* _TASK DESCRIPTION_
Search the data for the word "paint" and copy each line that has it.

* _DATA EXTRACTS_

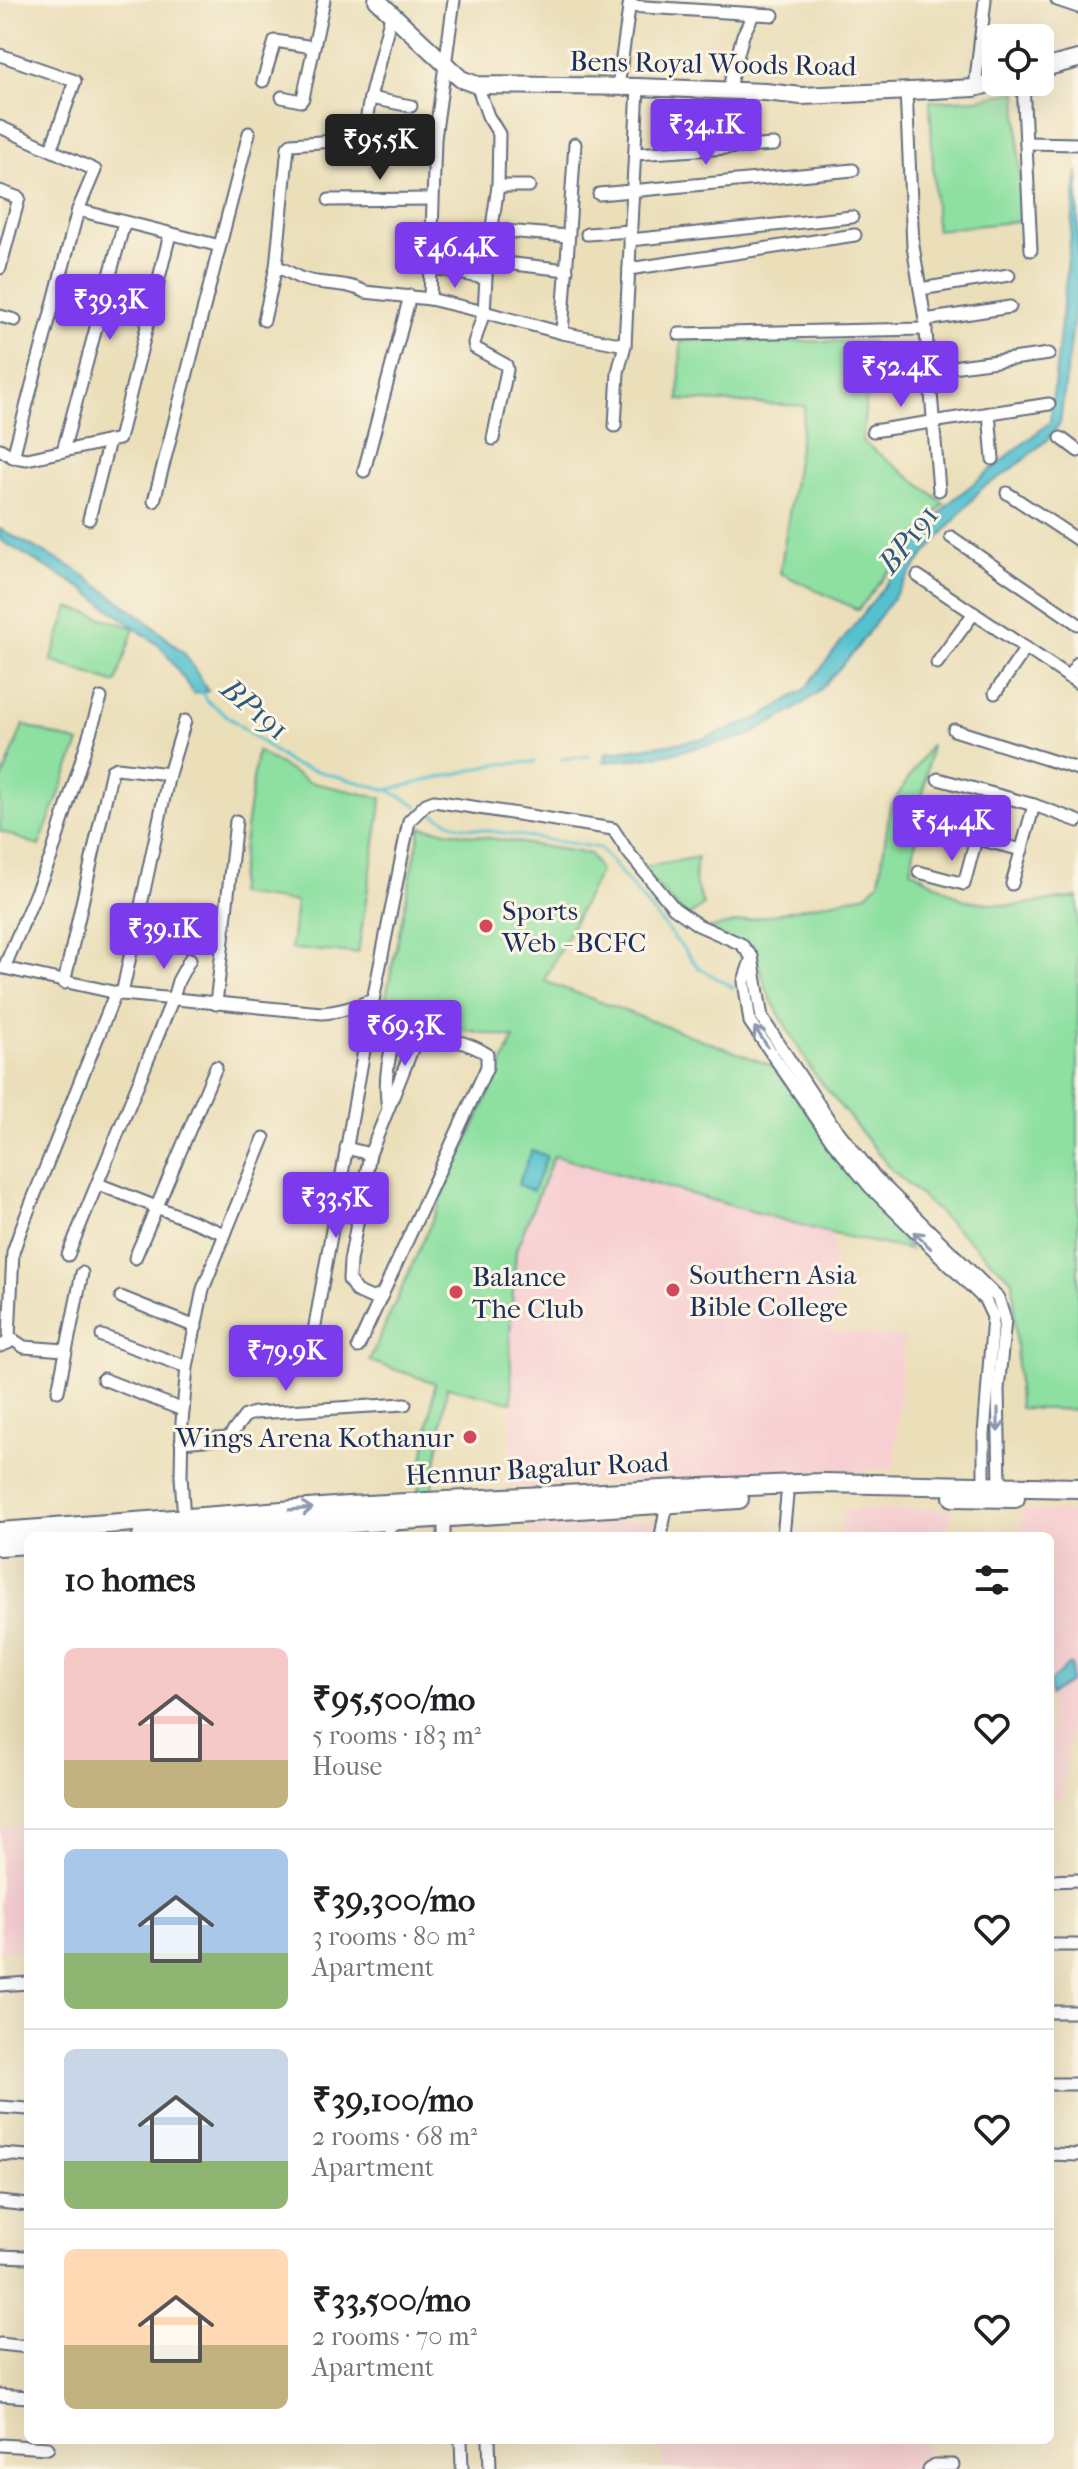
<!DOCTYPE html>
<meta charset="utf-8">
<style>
:root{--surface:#fff;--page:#f6f6f6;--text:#202124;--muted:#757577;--line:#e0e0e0;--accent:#7c3aed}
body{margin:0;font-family:"IM FELL French Canon",serif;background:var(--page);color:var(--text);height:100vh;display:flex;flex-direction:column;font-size:30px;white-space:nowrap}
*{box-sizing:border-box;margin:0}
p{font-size:26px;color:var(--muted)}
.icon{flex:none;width:44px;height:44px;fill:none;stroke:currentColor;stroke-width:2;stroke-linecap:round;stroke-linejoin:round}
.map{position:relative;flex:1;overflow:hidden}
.sheet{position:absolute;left:24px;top:1532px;width:1030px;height:912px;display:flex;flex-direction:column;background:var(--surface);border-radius:12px;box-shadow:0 8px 32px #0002}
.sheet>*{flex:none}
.buttons{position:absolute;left:982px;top:24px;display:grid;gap:16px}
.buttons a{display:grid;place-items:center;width:72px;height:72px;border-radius:12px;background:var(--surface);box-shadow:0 8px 32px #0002;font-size:40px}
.price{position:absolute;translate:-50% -68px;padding:0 18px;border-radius:8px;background:var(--accent);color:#fff;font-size:26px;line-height:52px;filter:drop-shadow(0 2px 4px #0008)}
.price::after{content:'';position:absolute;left:50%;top:48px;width:24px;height:18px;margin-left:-12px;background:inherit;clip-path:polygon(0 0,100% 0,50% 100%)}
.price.current{background:#222;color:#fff}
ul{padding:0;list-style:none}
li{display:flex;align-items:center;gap:24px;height:200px;padding:0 40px}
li+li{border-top:2px solid var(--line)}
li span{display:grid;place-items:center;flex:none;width:224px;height:160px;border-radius:12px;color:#555}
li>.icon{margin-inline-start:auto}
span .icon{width:96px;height:96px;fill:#fffc;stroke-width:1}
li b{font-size:34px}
h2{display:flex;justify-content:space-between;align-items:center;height:96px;padding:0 40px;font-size:34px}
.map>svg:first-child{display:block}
.built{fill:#f7cfd2}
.green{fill:#8ee0a1;stroke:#548880;stroke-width:2}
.water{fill:#55c1cf;stroke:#387896;stroke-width:2}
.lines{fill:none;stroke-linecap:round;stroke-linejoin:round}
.stream{stroke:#55c1cf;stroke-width:3}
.street-casing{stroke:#646d7e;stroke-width:15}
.secondary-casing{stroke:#646d7e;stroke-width:20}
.primary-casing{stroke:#646d7e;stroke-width:22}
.street{stroke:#fff;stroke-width:11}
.secondary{stroke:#fff;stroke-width:16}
.primary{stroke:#fff;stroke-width:18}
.oneway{stroke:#8d97ae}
.poi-dot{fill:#d1495b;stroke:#fcf5e5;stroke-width:3}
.labels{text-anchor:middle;stroke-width:6;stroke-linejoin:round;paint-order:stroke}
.street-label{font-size:28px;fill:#1b2f5e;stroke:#fcf5e5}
.poi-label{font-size:28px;fill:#1b2f5e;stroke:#fcf5e5;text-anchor:start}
.water-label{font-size:30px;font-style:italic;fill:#2c5b80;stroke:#fcf5e5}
</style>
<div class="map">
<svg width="1078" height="2469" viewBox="0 0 1078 2469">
<rect width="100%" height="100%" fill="#fcf5e5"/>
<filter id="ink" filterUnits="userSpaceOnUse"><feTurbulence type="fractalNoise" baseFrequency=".0125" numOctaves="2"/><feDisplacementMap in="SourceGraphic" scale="16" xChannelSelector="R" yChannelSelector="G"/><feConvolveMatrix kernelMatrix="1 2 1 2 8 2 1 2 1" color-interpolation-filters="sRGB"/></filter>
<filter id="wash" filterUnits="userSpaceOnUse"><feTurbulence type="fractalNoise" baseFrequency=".006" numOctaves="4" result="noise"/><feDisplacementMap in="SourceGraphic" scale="32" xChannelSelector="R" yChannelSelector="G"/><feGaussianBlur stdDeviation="1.8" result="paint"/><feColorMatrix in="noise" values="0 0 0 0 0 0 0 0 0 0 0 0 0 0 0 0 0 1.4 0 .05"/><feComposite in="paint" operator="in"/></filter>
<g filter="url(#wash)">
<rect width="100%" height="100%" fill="#ebdfba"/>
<g class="built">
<polygon points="554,1156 833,1234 832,1331 904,1338 894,1469 512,1488 510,1334 516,1250"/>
<polygon points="951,1509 948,1536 839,1536 843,1510"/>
<polygon points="1023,1510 1078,1512 1078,1666 1062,1799 1050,1798 1050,1536 1019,1536"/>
<polygon points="660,1520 658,1536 530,1536 530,1524"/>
<rect x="0" y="1827" width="28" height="124"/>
<polygon points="662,2440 926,2440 925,2469 663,2469"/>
</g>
<g class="green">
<polygon points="1017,92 1021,221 936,230 930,101 977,99"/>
<polygon points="681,340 872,342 862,441 944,503 858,610 780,573 805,406 679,400"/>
<polygon points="69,607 134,628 116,683 51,661"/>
<polygon points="23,725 79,743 39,846 0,831 0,785"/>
<polygon points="931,744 911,870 964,900 1011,906 1078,897 1078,1410 1019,1408 1013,1281 890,1168 812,1071 770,998 754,952 707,929 867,894 879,882 890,807"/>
<polygon points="257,751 309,782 382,798 358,953 291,949 296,902 237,894"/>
<polygon points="421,827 590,854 600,871 544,981 773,1066 910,1250 833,1234 554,1156 516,1250 510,1334 512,1402 447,1387 432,1492 418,1493 435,1383 369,1361 514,1038 382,1016"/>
<path d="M698 857C692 876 695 888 704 905L687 917 640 868Z"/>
</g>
<g class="water">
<polygon points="1078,170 1078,288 1060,423 1047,440 1011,470 982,488 921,559 854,652 816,694 790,713 746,737 653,757 603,762 606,753 703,739 757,719 805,689 948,504 1050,422"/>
<polygon points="0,529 75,569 143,618 185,654 208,691 194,694 162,648 83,589 0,540"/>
<polygon points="532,1150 547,1156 533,1191 518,1185"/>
<polygon points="1069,1664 1072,1666 1070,1682 1050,1695 1050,1682"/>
</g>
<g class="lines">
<g class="stream">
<polyline points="201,690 206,700 291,764 387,790 498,764 535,762"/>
<polyline points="561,759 590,756"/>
<polyline points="390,791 418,806"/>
<polyline points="425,810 458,826 600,848 699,968 734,988"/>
</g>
</g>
</g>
<g filter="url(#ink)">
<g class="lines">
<g class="street-casing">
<g id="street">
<polyline points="1057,0 1078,7"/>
<polyline points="629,6 773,15"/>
<polyline points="0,55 75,81 51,149"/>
<polyline points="263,81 275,41 313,47"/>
<polyline points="1023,82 1031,250"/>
<polyline points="618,87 630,1"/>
<polyline points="975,88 985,0"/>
<polyline points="906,90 913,246 925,320 939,490"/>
<polyline points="728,91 743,35 753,15"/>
<polyline points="282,97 301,101 303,98 324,0"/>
<polyline points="370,98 411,106"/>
<polyline points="0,127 95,170 78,210 13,457"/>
<polyline points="363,139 370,98 392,11"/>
<polyline points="1026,143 1078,144"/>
<polyline points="635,154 774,145"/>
<polyline points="498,186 529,186"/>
<polyline points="0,191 19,198 0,268"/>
<polyline points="599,194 853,170"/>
<polyline points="329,200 432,199"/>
<polyline points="78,210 220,246"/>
<polyline points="492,230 568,236"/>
<polyline points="587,234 631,231"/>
<polyline points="630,240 852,217"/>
<polyline points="487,261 567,270"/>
<path d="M276 267C286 269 291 274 300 278 321 286 345 281 365 292L430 299 435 138 454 0"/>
<polyline points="432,268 485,278"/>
<polyline points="629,269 855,235"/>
<polyline points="920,289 1009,275"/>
<polyline points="430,299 484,312 487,261 498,186 499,134 488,116 477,85"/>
<polyline points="0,316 15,320"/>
<polyline points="264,320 276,267 288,147 291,144 363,139 435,138"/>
<polyline points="925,320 1010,307"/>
<polyline points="562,333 575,144"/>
<polyline points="679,334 926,329"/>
<polyline points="929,370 1049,354"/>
<polyline points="871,383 930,376"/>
<polyline points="989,413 993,459"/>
<polyline points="615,426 618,372 625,345 638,87"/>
<polyline points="873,431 1049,404"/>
<polyline points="1061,438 1078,451"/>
<polyline points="493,439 507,370 506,365 475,348 474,343 484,312 562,333 625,345"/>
<polyline points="0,449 13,457 27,459 119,439 170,234"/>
<polyline points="63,451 124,223"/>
<polyline points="364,471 410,296"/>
<polyline points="1007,493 1078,540"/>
<polyline points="154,501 249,133"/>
<polyline points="89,519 109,441"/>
<polyline points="951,537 1078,624"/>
<polyline points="918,576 1078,683"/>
<polyline points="937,663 974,613"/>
<polyline points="1068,677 1078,663"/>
<polyline points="995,693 1026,648"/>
<polyline points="101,698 51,857 4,968 122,994"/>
<path d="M185 721 169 774 122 994 322 1013C340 1012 356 1006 373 1000L409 821 426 804 434 801 613 829 628 852 674 908 698 925 741 944 752 957 762 1018 829 1120 875 1177 998 1298 1005 1320 998 1389 1000 1485"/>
<polyline points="954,730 1078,769"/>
<polyline points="938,779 1034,805 1078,821"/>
<polyline points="925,826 1022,850"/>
<polyline points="919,872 964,884 976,839"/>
<polyline points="1012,884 1034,805"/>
<polyline points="752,957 744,981 750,1022 832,1141 870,1187 985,1300 993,1317 984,1435 984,1484"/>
<polyline points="64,983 112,770 117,768 169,774"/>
<polyline points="216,1004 236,821"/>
<polyline points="369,1020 414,1029"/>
<path d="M423 1036C443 1036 470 1043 487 1054V1067L382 1295 372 1298 356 1291 349 1280 350 1261 370 1154 413 1047Z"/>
<path d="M388 1108C383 1079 389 1054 398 1026"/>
<polyline points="346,1148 370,1154"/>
<polyline points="98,1184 225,1234 264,1138"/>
<polyline points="68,1255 173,998 178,981 190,959"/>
<polyline points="135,1258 216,1067"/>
<polyline points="121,1297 196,1327"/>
<polyline points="314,1331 373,1000"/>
<polyline points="102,1336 187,1367"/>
<polyline points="9,1337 24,1347 65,1350"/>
<polyline points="0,1346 8,1343 9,1337 13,1252 21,1229 115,994"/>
<polyline points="358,1347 382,1295"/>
<polyline points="103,1379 183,1410"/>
<polyline points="58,1391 82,1273"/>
<polyline points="181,1442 228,1438 245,1416 254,1413 405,1404"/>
<polyline points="184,1519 181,1476 182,1422 187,1367 203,1289 225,1234"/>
<polyline points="389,1536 389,1519"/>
<polyline points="444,1536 444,1516"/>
<polyline points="661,1536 667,1503"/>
<polyline points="783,1536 787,1496"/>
<polyline points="1050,1881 1078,1880"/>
<polyline points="1050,1945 1078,1945"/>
<polyline points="0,1985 28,1983"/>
<polyline points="1050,2012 1078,2012"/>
<polyline points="1050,2084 1078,2084"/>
<polyline points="0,2107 28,2109"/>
<polyline points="0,2154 28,2156"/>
<polyline points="1050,2154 1078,2155"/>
<polyline points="0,2202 28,2205"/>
<polyline points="0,2256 28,2257"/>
<polyline points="0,2344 28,2347"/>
<polyline points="0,2395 28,2397"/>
<polyline points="461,2440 462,2469"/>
<polyline points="489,2440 490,2469"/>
<polyline points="0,2445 48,2448"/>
<polyline points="929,2469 934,2465 953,2465"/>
</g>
</g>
<g class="secondary-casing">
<g id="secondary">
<polyline points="377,0 461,79 477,85 638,87 765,92 802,96 975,88 996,82"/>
<polyline points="1040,69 1078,59"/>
</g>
</g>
<g class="primary-casing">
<g id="primary">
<polyline points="953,1497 1015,1498"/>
<polyline points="0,1532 348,1506 701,1488 822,1483 1078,1488"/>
<polyline points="142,1536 739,1499"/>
<polyline points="0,1546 28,1544"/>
</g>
</g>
<use href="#street" class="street"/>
<use href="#secondary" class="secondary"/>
<use href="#primary" class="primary"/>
</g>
<defs><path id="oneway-shaft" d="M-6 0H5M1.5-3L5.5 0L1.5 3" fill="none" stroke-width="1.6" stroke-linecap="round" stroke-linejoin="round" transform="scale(2)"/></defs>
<g class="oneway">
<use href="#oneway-shaft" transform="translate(761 1037) rotate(-124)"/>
<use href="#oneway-shaft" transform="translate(922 1240) rotate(-136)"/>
<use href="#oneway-shaft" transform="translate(998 1420) rotate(90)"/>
<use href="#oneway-shaft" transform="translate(301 1509) rotate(-4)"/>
</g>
</g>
<g class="poi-dot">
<circle cx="486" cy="926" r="8"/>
<circle cx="673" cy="1290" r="8"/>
<circle cx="456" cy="1292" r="8"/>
<circle cx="470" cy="1437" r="8"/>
</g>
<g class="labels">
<g class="street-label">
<text transform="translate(713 63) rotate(1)" y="10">Bens Royal Woods Road</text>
<text transform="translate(537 1468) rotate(-3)" y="10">Hennur Bagalur Road</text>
</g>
<g class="poi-label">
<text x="502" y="920">Sports<tspan x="502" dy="32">Web - BCFC</tspan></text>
<text x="689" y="1284">Southern Asia<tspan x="689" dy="32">Bible College</tspan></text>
<text x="472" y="1286">Balance<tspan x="472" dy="32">The Club</tspan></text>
<text x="454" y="1447" text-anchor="end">Wings Arena Kothanur</text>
</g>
<g class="water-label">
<text transform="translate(908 539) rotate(-52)" y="10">BP191</text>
<text transform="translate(255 709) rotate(40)" y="10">BP191</text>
</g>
</g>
</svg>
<div class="buttons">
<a><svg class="icon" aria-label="locate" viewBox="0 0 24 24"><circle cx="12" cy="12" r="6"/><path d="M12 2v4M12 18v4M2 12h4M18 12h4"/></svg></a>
</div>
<b class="price" style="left:706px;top:167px">₹34.1K</b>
<b class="price current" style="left:380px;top:182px">₹95.5K</b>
<b class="price" style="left:455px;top:290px">₹46.4K</b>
<b class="price" style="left:110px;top:342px">₹39.3K</b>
<b class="price" style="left:901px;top:409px">₹52.4K</b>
<b class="price" style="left:952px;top:863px">₹54.4K</b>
<b class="price" style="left:164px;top:971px">₹39.1K</b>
<b class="price" style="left:405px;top:1068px">₹69.3K</b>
<b class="price" style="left:336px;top:1240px">₹33.5K</b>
<b class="price" style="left:286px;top:1393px">₹79.9K</b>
<section class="sheet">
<h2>10 homes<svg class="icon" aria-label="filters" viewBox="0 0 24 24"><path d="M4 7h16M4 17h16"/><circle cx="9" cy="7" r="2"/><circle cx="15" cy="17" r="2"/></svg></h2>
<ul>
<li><span style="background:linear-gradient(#f6c9c9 70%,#c2b280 0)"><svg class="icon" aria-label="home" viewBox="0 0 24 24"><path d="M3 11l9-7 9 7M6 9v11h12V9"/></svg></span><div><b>₹95,500/mo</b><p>5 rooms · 183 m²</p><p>House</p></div><svg class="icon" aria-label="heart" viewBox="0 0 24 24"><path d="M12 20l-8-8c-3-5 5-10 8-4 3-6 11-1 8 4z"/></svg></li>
<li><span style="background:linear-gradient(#a9c7e8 65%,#8fb573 0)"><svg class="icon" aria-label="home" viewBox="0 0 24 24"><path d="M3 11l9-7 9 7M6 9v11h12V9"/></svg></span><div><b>₹39,300/mo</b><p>3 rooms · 80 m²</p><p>Apartment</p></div><svg class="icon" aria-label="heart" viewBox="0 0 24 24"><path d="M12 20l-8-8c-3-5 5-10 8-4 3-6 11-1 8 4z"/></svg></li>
<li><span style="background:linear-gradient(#c9d6e8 70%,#8fb573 0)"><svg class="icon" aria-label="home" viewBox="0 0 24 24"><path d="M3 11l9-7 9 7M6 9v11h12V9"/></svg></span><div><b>₹39,100/mo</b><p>2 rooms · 68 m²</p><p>Apartment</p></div><svg class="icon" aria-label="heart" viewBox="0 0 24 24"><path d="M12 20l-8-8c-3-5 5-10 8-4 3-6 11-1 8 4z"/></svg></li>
<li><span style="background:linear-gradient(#ffd9b3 60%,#c2b280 0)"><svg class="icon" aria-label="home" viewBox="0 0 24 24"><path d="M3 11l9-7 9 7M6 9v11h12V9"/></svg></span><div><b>₹33,500/mo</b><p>2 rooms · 70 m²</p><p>Apartment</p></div><svg class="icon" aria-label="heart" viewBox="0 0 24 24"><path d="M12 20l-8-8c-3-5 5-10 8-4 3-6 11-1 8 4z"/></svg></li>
</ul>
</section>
</div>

* _RESPONSE TO THE EXERCISE_
.labels{text-anchor:middle;stroke-width:6;stroke-linejoin:round;paint-order:stroke}
<filter id="wash" filterUnits="userSpaceOnUse"><feTurbulence type="fractalNoise" baseFrequency=".006" numOctaves="4" result="noise"/><feDisplacementMap in="SourceGraphic" scale="32" xChannelSelector="R" yChannelSelector="G"/><feGaussianBlur stdDeviation="1.8" result="paint"/><feColorMatrix in="noise" values="0 0 0 0 0 0 0 0 0 0 0 0 0 0 0 0 0 1.4 0 .05"/><feComposite in="paint" operator="in"/></filter>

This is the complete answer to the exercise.